Esas funciones se despliegan no sólo en los trabajos canónicos, digamos,
del volumen, sino que orientan las trece incorporaciones precolombinas y/o de la Colonia de esta quinta
edición. Balza ha recogido, asimismo, algunas piezas singulares de escritores
poco o nada conocidos en su condición de cuentistas, como Nicanor Bolet Pereza
(relator de costumbres) y Jesús Semprum, este último, en palabras del antólogo:
“el más brillante crítico literario de Venezuela en la primera mitad del siglo
XX”.
Hay también composiciones de autores recientísimos, como si dijéramos de
esta mañana, que no escaparon a la pesquisa del compilador y que hoy,
felizmente, forman parte de una de las muestras más reconocidas en la tradición
del cuento venezolano. Por supuesto, y como suele ocurrir en todo compendio de
esta naturaleza, no están todos los que son, pero todos los que están sí son.
Cierra el tomo una curiosa lista de expresiones de Fray Juan Antonio Navarrete:
suerte de aforismos que podrían resumir las varias posibilidades de la ficción
expuestas en las ochenta y seis piezas del volumen.

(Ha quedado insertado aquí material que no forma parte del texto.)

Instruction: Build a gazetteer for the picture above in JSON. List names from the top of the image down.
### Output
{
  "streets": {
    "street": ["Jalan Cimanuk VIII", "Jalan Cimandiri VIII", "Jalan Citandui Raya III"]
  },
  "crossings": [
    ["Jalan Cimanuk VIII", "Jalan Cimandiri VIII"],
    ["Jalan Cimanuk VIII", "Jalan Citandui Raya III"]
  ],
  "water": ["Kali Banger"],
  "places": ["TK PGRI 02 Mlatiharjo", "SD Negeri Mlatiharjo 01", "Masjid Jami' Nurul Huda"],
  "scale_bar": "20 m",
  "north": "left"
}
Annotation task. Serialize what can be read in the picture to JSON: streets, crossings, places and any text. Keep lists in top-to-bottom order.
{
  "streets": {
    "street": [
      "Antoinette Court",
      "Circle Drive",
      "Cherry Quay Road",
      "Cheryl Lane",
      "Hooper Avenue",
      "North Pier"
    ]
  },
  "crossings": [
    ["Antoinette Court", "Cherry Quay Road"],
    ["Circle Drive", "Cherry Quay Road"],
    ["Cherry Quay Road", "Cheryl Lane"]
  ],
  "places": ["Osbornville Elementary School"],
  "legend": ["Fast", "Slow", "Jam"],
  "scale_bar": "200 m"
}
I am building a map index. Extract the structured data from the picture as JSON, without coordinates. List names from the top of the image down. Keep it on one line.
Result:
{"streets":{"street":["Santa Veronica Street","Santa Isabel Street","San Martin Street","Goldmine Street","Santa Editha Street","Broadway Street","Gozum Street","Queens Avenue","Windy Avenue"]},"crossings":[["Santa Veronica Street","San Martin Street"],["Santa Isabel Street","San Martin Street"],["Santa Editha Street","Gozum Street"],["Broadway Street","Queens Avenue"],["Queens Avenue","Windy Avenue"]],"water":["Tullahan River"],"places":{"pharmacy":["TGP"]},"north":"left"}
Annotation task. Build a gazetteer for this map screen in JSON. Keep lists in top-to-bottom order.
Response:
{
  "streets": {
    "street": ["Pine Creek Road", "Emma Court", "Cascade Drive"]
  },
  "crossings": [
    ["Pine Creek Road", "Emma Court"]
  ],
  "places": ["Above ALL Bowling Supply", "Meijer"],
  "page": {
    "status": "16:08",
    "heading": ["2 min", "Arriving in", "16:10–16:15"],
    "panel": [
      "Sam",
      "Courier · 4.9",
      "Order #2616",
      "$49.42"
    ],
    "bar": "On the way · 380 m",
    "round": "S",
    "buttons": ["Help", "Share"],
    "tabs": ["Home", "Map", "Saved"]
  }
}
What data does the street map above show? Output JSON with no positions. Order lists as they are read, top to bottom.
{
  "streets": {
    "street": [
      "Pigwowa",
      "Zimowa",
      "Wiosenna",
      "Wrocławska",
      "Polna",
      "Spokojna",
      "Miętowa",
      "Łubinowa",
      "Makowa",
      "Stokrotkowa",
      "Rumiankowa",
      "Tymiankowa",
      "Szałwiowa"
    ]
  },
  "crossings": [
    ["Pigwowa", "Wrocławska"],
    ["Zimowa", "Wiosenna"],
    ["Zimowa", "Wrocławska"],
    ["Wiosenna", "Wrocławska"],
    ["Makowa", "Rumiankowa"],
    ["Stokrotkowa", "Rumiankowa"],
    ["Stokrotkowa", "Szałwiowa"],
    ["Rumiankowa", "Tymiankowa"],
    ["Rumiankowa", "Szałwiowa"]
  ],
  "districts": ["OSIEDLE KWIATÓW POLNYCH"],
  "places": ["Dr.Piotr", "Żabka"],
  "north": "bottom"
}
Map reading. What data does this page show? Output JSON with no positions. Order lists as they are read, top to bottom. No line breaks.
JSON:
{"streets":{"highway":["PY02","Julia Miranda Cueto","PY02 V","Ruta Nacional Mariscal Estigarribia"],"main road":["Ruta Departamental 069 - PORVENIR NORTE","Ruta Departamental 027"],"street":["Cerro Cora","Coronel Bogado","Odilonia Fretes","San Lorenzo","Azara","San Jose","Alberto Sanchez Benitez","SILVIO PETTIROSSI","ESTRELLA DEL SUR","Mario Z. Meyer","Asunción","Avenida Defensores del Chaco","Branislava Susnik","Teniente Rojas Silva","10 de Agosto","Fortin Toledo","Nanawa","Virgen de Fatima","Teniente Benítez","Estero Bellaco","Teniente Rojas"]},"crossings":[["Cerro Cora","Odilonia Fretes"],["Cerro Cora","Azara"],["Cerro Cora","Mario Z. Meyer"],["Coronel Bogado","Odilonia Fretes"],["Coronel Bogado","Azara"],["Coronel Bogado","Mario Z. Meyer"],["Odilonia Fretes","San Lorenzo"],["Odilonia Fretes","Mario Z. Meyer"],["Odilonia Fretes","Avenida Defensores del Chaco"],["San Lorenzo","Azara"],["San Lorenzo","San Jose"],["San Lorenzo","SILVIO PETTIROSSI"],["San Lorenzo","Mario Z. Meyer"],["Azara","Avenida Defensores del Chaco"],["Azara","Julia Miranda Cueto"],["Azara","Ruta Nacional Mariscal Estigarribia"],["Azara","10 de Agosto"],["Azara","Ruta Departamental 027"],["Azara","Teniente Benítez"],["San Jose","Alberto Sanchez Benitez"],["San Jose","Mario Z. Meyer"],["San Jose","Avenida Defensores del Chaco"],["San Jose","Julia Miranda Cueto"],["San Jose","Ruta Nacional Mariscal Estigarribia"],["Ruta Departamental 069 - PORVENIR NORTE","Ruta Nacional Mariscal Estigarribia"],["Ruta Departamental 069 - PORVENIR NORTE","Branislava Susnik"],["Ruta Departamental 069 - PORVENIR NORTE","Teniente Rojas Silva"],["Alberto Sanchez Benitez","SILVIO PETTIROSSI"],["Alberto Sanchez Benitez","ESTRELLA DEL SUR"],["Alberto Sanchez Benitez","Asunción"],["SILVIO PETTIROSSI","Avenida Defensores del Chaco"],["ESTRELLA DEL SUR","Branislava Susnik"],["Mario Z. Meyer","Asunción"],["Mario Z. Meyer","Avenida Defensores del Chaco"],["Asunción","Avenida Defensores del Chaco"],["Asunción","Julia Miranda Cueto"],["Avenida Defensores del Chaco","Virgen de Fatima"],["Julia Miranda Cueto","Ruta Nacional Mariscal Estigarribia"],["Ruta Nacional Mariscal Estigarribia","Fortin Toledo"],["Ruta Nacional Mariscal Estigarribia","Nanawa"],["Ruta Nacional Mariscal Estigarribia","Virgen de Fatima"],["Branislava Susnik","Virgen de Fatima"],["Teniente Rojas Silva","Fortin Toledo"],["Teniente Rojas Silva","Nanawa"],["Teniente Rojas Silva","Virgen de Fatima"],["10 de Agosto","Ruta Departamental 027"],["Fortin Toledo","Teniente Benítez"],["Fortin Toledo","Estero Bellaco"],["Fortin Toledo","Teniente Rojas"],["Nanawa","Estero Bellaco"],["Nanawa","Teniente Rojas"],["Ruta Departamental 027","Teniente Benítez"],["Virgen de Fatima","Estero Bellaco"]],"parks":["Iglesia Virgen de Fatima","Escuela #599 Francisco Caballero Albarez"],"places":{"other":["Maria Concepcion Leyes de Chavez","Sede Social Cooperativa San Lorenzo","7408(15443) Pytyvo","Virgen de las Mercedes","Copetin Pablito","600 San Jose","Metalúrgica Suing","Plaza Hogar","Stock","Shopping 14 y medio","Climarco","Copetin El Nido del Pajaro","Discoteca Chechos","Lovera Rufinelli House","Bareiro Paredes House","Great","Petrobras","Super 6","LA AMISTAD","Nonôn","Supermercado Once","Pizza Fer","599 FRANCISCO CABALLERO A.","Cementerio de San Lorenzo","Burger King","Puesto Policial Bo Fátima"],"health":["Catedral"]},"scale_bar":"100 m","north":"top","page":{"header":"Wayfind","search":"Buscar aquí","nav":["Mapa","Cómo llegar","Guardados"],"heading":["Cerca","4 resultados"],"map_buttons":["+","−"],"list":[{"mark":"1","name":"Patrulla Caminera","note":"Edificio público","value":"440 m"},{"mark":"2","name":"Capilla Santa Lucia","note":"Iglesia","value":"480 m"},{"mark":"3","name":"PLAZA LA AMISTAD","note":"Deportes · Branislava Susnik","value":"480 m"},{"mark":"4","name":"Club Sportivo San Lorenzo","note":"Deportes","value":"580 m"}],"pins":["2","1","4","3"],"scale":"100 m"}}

A toda antología la sostiene cierta tensión azarosa; El cuento
venezolano, sin embargo, siempre ha gozado del prestigio de una bien ganada
fama gracias a la vivacidad y a la inteligencia con la cual Balza selecciona
los textos. Esta quinta edición constituye, además, una propuesta distinta y
novedosa al incorporar materiales no considerados, tradicionalmente, como
relatos; una actitud que integra la dimensión arquetipal de eso que algunos
etiquetan bajo el rótulo idiosincrasia, pero que tal vez sea más exacto
denominar pertenencia simbólica a esto que llamamos Venezuela.